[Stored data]
"""
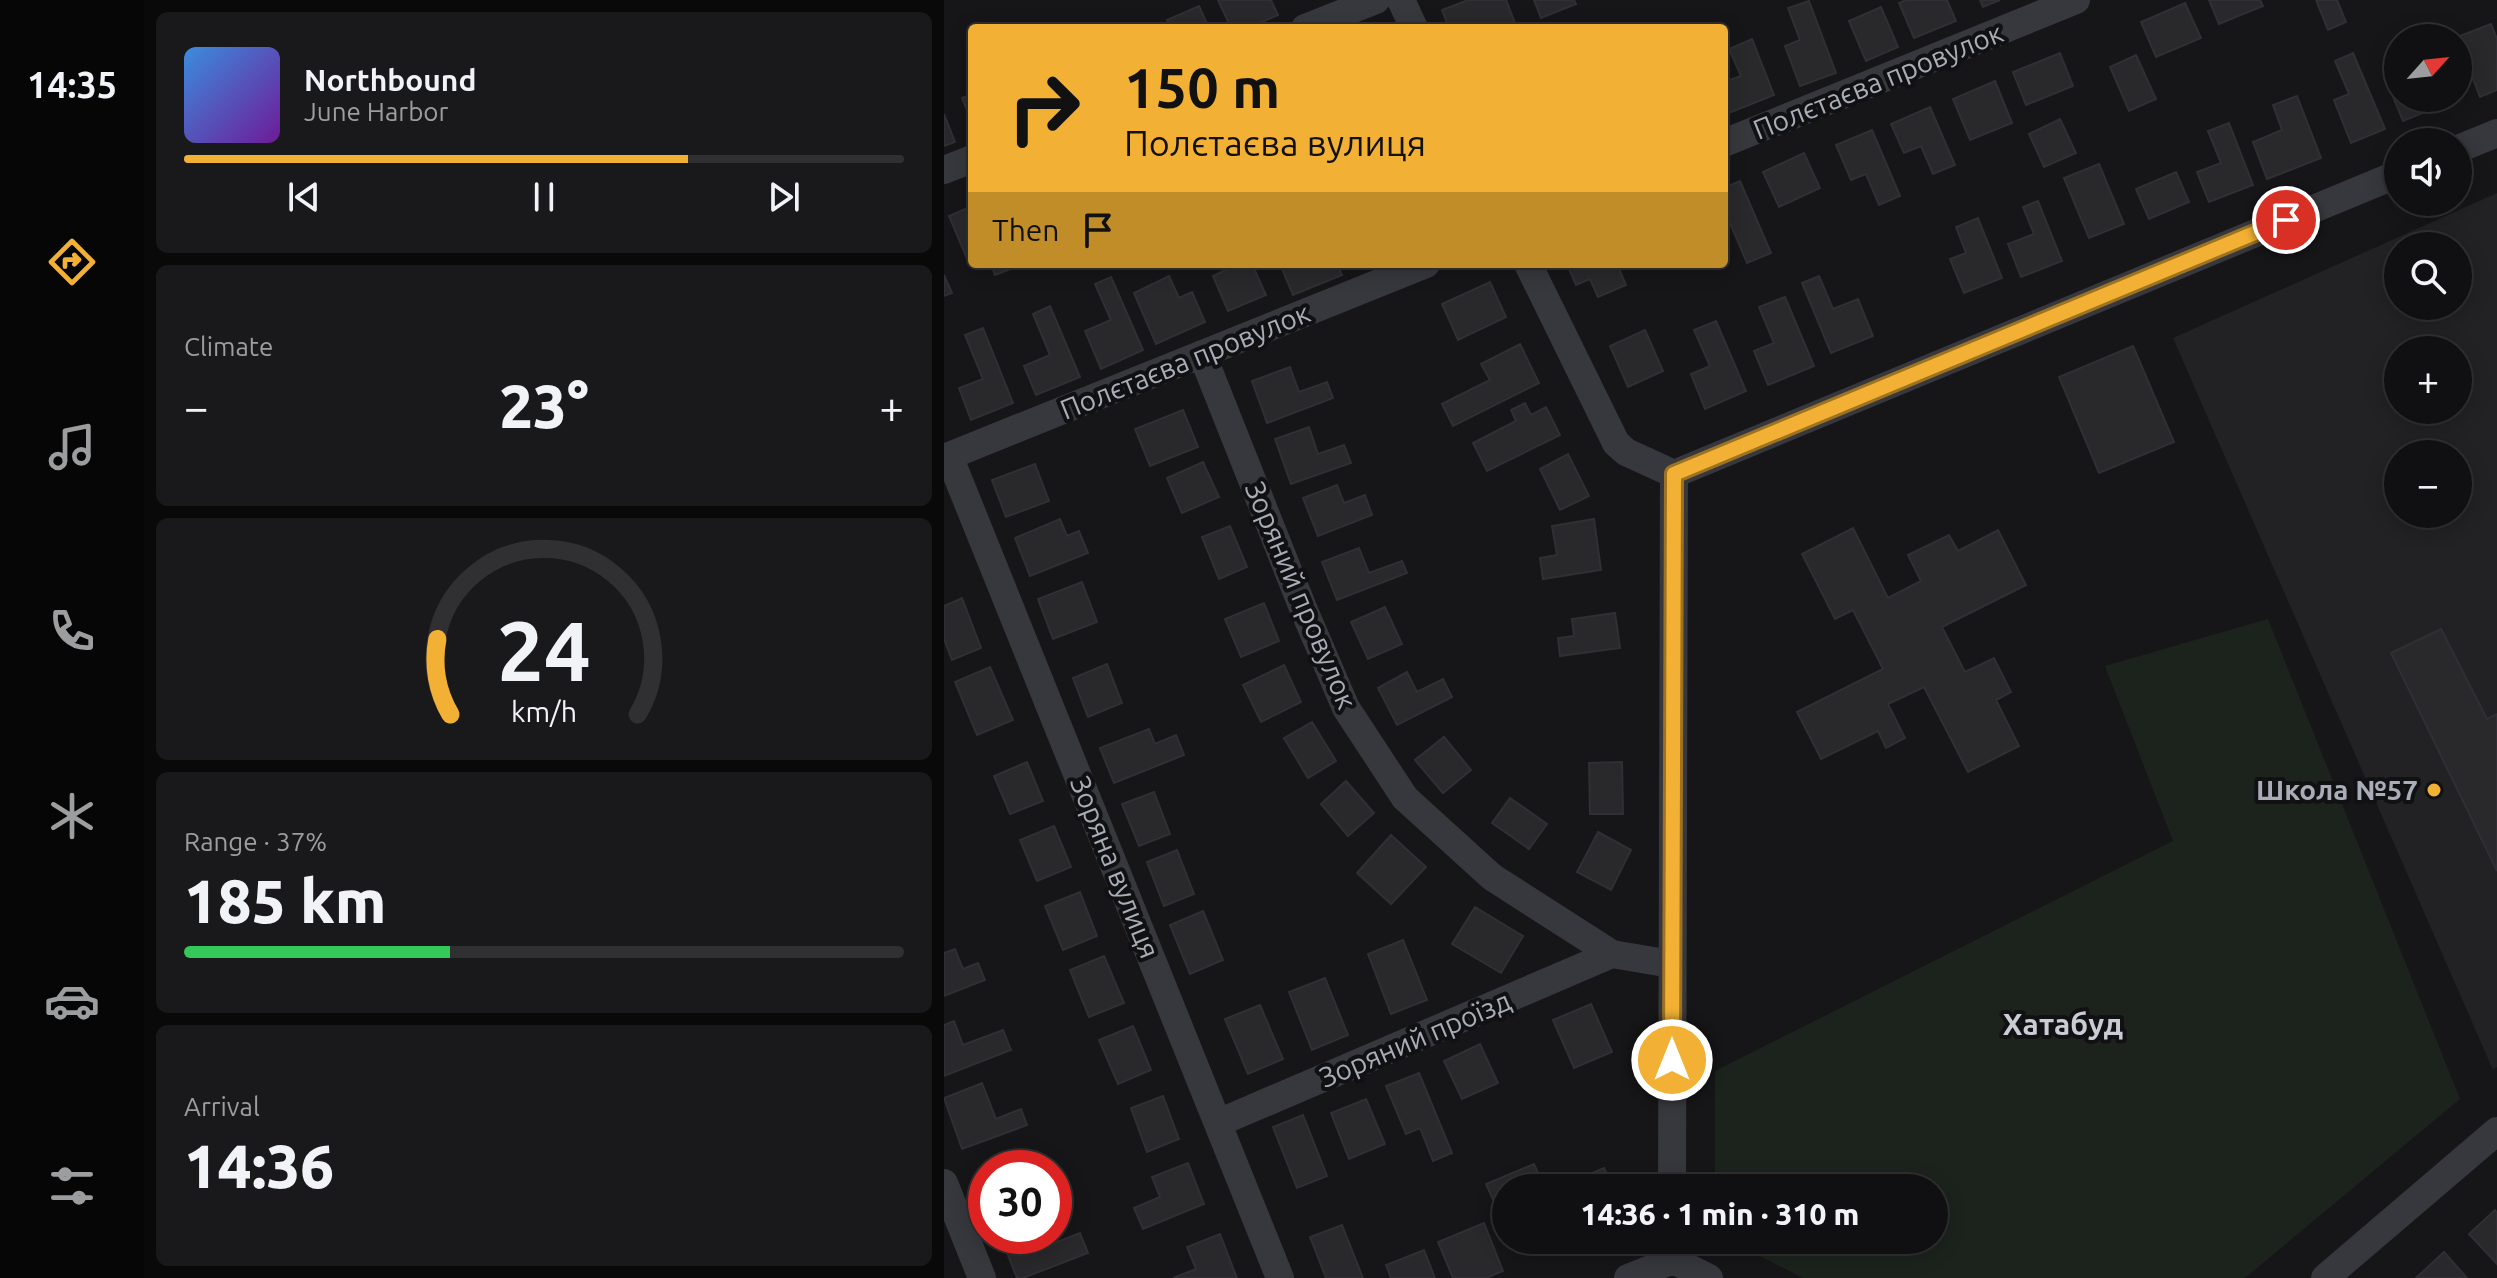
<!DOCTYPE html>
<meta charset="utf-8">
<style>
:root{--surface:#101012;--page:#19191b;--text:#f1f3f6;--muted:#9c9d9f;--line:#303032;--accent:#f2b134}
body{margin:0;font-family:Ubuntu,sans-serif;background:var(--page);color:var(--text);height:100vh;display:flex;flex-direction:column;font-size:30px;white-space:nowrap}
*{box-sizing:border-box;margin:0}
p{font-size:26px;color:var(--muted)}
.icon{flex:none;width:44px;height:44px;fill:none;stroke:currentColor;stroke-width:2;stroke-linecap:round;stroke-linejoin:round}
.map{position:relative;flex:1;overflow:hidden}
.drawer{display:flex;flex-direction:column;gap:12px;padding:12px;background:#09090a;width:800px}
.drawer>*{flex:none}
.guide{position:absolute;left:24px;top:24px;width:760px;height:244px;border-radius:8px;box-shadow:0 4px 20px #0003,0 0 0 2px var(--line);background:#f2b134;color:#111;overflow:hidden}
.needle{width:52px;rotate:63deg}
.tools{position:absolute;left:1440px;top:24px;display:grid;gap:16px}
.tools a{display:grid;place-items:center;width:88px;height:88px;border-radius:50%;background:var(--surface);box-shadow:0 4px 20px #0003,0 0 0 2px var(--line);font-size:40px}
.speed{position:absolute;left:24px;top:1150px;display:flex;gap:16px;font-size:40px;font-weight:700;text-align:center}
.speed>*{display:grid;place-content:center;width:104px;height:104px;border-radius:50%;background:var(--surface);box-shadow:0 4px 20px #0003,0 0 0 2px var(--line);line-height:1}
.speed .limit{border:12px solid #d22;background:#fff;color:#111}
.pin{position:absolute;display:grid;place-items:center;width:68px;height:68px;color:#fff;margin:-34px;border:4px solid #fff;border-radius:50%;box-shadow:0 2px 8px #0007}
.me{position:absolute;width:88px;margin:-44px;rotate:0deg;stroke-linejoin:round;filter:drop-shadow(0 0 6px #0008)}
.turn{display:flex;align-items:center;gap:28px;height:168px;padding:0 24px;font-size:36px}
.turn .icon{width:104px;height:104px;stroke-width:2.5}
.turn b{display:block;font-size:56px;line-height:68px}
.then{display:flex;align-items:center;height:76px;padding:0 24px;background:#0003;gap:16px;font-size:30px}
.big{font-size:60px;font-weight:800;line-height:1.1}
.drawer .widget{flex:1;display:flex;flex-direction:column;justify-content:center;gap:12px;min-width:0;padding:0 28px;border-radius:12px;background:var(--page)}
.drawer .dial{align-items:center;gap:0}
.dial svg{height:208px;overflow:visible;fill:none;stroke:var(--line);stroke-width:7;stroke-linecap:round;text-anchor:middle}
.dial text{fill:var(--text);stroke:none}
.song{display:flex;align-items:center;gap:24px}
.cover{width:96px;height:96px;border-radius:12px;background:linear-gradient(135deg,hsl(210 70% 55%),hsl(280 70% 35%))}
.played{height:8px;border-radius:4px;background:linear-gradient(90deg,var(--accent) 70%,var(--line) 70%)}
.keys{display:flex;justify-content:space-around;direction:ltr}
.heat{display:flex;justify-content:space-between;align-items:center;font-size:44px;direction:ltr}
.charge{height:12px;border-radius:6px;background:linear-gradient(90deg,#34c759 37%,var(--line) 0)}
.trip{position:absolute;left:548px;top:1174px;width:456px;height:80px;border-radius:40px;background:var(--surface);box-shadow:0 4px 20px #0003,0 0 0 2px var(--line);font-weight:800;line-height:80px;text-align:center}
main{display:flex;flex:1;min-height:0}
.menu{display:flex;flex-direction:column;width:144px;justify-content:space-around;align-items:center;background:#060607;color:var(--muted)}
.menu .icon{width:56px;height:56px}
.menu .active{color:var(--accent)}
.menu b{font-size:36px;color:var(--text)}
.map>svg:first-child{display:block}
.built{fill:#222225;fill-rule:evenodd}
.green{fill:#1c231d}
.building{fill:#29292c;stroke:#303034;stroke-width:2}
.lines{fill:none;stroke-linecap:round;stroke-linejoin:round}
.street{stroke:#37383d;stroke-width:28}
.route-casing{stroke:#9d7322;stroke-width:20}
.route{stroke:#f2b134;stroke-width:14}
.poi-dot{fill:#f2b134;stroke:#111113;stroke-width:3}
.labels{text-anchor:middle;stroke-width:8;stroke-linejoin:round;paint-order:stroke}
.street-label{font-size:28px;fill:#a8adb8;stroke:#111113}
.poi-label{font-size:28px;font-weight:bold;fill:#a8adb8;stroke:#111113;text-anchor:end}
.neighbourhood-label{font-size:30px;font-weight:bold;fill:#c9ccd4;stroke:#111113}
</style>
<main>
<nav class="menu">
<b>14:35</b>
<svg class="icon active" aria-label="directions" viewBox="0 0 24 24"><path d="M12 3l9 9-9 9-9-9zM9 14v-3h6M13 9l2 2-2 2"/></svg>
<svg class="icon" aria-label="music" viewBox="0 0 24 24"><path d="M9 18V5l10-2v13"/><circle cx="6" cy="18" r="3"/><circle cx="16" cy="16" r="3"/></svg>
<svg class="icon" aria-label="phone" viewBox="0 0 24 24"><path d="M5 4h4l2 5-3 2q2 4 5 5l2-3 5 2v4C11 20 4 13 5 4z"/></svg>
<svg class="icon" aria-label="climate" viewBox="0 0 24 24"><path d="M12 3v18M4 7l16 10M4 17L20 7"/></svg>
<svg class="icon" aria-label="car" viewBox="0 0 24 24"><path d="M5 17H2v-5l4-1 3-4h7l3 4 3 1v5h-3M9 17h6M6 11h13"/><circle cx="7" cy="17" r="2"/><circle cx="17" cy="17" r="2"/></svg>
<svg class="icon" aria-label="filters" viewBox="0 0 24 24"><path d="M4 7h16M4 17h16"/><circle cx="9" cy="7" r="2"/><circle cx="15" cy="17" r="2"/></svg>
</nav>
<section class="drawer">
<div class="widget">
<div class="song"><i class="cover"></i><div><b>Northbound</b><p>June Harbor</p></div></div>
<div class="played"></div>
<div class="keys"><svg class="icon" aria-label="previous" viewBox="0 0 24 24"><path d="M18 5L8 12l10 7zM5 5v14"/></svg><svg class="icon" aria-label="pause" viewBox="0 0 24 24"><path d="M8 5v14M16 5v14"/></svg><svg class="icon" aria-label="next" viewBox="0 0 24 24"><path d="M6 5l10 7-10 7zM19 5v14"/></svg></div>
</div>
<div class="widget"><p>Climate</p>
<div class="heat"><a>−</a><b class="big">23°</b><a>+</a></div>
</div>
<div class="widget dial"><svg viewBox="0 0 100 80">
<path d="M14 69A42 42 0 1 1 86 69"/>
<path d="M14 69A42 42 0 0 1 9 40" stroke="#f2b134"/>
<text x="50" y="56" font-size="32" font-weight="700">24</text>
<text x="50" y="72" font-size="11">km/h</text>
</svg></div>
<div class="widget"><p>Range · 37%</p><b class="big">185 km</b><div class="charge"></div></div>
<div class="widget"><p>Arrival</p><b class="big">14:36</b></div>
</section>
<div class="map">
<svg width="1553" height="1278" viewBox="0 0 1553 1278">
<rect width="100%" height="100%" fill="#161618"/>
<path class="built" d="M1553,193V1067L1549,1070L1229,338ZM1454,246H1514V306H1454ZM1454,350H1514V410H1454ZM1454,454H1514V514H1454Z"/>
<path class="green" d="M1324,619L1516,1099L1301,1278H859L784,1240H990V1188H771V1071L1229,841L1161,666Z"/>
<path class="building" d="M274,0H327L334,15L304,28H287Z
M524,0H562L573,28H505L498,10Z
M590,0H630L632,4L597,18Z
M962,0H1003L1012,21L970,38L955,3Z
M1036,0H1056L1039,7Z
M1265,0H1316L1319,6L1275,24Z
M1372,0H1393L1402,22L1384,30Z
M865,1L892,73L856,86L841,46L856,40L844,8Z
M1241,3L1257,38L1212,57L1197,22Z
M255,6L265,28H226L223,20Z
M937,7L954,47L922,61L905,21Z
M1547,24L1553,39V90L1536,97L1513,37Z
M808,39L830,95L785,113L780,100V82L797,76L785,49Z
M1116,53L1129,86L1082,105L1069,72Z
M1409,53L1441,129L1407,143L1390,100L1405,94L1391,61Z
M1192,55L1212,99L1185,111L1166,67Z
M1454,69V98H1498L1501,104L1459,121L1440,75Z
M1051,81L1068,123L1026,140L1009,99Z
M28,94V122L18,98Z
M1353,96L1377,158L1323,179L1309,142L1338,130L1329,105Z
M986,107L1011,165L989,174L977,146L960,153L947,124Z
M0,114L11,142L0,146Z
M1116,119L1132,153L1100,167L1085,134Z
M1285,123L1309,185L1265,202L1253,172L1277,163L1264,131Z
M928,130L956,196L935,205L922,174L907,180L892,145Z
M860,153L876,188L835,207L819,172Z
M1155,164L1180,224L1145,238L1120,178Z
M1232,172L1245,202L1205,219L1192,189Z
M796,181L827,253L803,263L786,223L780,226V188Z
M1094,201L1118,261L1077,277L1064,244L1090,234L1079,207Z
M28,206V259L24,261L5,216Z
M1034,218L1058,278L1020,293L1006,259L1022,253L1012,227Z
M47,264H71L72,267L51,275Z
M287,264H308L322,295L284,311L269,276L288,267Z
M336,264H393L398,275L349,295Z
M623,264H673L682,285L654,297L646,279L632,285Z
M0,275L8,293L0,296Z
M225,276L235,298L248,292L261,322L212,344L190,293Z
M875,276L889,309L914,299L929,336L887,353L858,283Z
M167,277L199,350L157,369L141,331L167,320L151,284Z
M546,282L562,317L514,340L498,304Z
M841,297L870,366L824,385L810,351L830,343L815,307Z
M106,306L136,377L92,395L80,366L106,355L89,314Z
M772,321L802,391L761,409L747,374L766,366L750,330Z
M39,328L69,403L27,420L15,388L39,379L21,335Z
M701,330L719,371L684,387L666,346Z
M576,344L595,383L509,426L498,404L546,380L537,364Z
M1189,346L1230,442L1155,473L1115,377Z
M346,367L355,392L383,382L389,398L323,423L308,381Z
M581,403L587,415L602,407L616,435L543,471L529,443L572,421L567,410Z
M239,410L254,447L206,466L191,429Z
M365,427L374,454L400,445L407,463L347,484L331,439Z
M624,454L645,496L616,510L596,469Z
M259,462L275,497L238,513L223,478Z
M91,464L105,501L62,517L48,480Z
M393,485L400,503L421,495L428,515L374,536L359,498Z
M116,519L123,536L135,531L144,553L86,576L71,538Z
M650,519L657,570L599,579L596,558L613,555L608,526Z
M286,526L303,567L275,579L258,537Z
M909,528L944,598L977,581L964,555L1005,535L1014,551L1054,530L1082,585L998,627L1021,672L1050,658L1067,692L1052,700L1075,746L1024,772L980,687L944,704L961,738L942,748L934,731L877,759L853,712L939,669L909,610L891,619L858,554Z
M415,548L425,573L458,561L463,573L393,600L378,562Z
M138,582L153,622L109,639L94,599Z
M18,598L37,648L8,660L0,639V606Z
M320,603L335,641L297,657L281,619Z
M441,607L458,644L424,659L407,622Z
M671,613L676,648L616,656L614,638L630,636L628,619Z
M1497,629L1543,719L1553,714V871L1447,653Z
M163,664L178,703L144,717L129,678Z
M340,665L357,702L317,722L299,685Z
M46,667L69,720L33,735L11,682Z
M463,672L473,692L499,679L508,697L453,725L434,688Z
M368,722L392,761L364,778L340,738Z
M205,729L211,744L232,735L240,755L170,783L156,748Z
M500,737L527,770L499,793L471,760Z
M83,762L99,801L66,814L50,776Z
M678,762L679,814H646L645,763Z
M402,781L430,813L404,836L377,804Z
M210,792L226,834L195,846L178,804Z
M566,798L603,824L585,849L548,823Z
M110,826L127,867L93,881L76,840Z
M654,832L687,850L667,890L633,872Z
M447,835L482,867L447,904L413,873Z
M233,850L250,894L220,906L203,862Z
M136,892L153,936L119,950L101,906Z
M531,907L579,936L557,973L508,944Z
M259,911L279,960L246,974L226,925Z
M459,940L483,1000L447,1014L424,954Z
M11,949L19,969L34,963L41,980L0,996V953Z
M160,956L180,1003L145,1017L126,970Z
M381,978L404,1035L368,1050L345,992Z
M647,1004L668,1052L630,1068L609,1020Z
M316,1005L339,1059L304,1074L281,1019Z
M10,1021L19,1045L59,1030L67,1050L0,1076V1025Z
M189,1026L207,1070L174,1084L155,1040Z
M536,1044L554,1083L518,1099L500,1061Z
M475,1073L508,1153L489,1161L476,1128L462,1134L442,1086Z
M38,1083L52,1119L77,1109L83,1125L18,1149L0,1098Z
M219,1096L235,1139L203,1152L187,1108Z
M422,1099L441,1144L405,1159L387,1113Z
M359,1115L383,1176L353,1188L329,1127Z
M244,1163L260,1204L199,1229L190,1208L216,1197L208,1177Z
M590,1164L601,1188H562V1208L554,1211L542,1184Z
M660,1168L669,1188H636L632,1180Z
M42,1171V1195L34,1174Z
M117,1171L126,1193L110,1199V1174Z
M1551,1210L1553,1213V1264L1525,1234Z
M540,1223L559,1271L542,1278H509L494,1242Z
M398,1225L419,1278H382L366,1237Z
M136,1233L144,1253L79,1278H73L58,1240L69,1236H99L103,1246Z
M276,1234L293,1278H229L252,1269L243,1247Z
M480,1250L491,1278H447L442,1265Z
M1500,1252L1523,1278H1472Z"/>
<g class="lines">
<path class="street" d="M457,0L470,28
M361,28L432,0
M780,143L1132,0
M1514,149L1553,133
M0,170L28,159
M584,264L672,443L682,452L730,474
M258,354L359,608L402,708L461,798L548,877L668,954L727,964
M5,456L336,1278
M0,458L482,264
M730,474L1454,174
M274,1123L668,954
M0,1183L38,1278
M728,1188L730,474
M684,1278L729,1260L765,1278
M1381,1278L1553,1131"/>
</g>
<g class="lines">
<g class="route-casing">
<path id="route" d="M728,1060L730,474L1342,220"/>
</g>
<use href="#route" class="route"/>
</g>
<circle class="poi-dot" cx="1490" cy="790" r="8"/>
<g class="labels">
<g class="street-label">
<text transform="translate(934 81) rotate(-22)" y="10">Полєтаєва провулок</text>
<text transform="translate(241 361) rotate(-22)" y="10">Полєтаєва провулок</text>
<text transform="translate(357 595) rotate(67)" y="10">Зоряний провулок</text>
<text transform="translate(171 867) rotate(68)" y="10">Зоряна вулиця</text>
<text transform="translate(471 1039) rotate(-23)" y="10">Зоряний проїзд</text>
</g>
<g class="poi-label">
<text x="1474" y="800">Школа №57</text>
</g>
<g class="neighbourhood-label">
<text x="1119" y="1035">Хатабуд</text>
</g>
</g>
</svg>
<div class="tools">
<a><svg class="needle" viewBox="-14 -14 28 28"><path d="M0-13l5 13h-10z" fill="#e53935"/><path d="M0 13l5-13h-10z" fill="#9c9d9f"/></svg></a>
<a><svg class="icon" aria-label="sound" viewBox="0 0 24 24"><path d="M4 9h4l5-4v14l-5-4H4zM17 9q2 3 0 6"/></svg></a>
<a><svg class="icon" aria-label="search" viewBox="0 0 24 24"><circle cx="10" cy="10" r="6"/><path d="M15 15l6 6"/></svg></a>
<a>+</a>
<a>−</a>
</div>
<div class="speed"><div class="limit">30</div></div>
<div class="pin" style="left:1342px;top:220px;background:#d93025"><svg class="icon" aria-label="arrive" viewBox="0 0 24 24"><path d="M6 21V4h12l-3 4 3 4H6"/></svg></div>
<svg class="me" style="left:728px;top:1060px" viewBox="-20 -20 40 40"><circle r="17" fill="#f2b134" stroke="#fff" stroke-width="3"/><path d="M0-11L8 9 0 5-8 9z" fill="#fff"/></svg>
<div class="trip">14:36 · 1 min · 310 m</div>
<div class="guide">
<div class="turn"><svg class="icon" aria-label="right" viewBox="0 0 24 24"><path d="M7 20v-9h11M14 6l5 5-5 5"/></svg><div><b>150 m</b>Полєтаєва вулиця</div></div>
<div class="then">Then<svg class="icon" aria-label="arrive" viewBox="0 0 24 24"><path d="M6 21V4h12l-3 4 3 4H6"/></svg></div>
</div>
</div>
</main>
"""
=== What to produce ===
Your response must consist of the lines from the beginning of the data through the line containing "solid #fff;border-radius:50%;box-shadow:0 2px", transcribed exactly, with no pictures.

=== Answer for the task ===
<!DOCTYPE html>
<meta charset="utf-8">
<style>
:root{--surface:#101012;--page:#19191b;--text:#f1f3f6;--muted:#9c9d9f;--line:#303032;--accent:#f2b134}
body{margin:0;font-family:Ubuntu,sans-serif;background:var(--page);color:var(--text);height:100vh;display:flex;flex-direction:column;font-size:30px;white-space:nowrap}
*{box-sizing:border-box;margin:0}
p{font-size:26px;color:var(--muted)}
.icon{flex:none;width:44px;height:44px;fill:none;stroke:currentColor;stroke-width:2;stroke-linecap:round;stroke-linejoin:round}
.map{position:relative;flex:1;overflow:hidden}
.drawer{display:flex;flex-direction:column;gap:12px;padding:12px;background:#09090a;width:800px}
.drawer>*{flex:none}
.guide{position:absolute;left:24px;top:24px;width:760px;height:244px;border-radius:8px;box-shadow:0 4px 20px #0003,0 0 0 2px var(--line);background:#f2b134;color:#111;overflow:hidden}
.needle{width:52px;rotate:63deg}
.tools{position:absolute;left:1440px;top:24px;display:grid;gap:16px}
.tools a{display:grid;place-items:center;width:88px;height:88px;border-radius:50%;background:var(--surface);box-shadow:0 4px 20px #0003,0 0 0 2px var(--line);font-size:40px}
.speed{position:absolute;left:24px;top:1150px;display:flex;gap:16px;font-size:40px;font-weight:700;text-align:center}
.speed>*{display:grid;place-content:center;width:104px;height:104px;border-radius:50%;background:var(--surface);box-shadow:0 4px 20px #0003,0 0 0 2px var(--line);line-height:1}
.speed .limit{border:12px solid #d22;background:#fff;color:#111}
.pin{position:absolute;display:grid;place-items:center;width:68px;height:68px;color:#fff;margin:-34px;border:4px solid #fff;border-radius:50%;box-shadow:0 2px 8px #0007}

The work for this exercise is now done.